A deep, cleansing breath of pristine air is always balm for body and soul, but until the passage of the Clean Air Act (CAA) of 1963, the very act of breathing in many parts of this country was hazardous to one’s health.
A toxic cloud of mining and industrial gases killed more than a dozen people in 1948 in Denora, Pennsylvania, and the air in Pittsburgh was so dirty in the 1950s from steel mill emissions that white-collar workers out for a lunch-time walk needed to change into a fresh dress shirt when they returned to the office.
These events and others, such as the infamous London smog of 1952 that claimed the lives of more than 12,000 residents, pricked the conscience of the industrialized world. The U.S. Congress, in a show of bipartisan unity absolutely unfathomable today — the Senate passed the bill unanimously — sent the CAA to President Lyndon Johnson who signed it on December 17, 1963, thereby giving the federal government the authority to research and combat air pollution. “We are about to come of age in our relationship with our environment,” declared Oregon senator Maurine Neuberger.
For the past 60 years, during which the CAA has been amended and expanded several times, the law has done a remarkable job of removing toxic pollutants from the air, from lead and carbon monoxide to the chemical constituents of acid rain and the chlorofluorocarbon refrigerants that put a hole in the ozone layer. While we certainly have a long way to go — controlling particulates and greenhouse gases remain a challenge — we certainly have a lot to celebrate.
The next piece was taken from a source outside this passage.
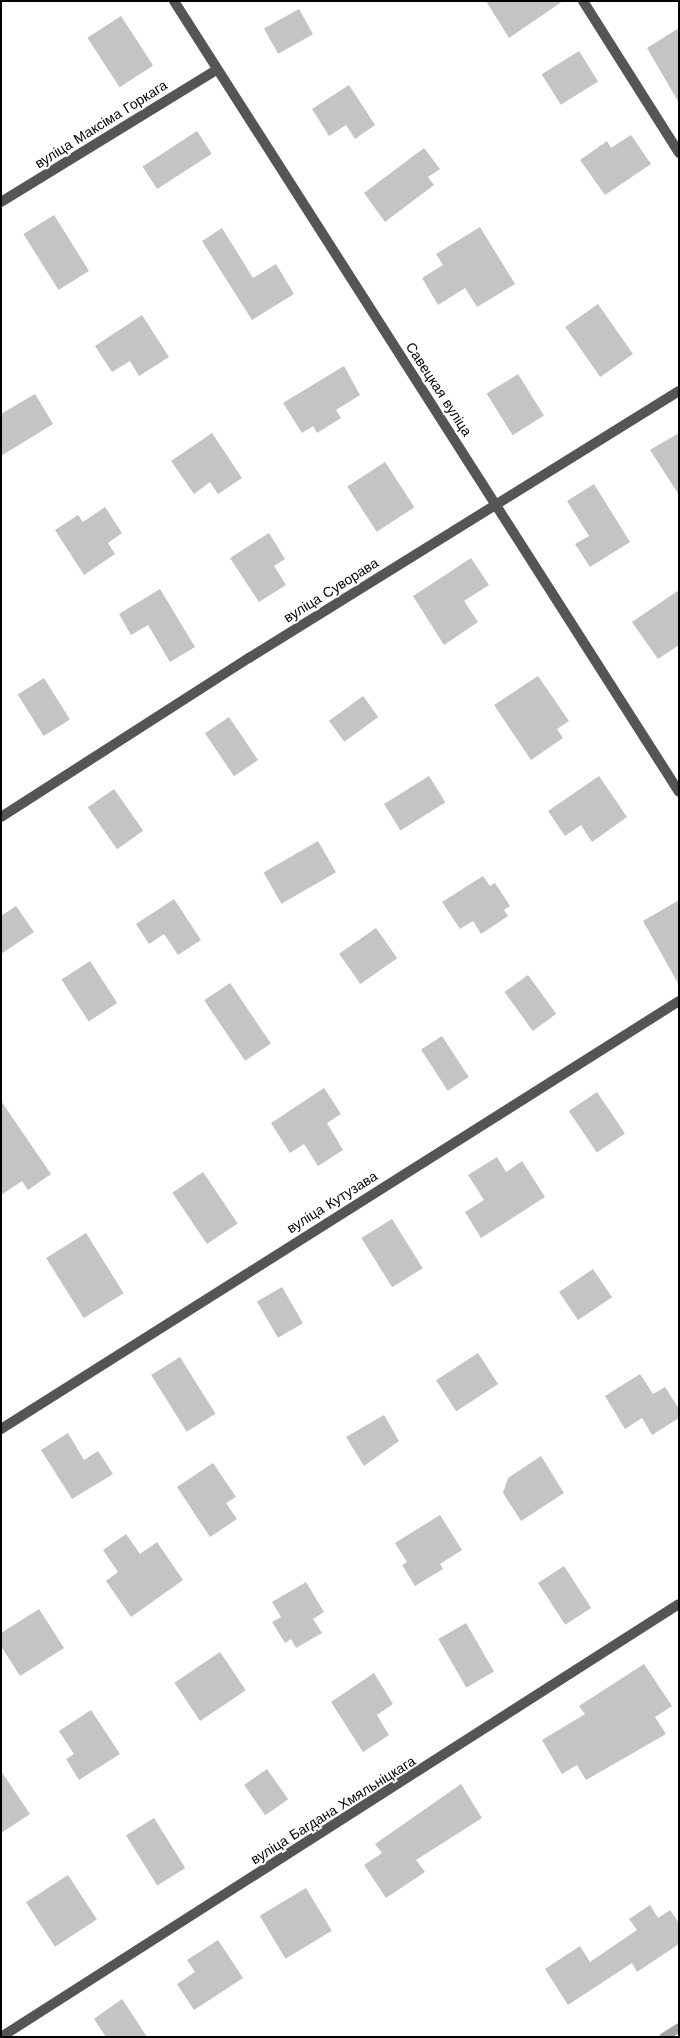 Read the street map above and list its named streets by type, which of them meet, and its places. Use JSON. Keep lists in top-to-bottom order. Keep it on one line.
{"streets":{"street":["вуліца Максіма Горкага","Савецкая вуліца","вуліца Суворава","вуліца Кутузава","вуліца Багдана Хмяльніцкага"]},"crossings":[["вуліца Максіма Горкага","Савецкая вуліца"],["Савецкая вуліца","вуліца Суворава"]]}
The CAA helped us breathe easier, saved countless lives, prevented a myriad of respiratory diseases, and, by one estimate, added almost half a year to our lifespans.
In Avalonia’s programs throughout the CAA’s anniversary year, we’ll be saluting these successes. But ensuring an abundance of clean air takes more than legislation — it requires an equal abundance of oxygen-providing healthy plants, trees in particular. The preservation of woodlands, which are celebrated throughout the world every March 21 during the UN-sponsored International Day of Forests, is a core Avalonia mission. So, when you’re out on a wooded trail and watching the leaf and flower buds fatten with promise, take time to rejoice. Take time to breathe deeply.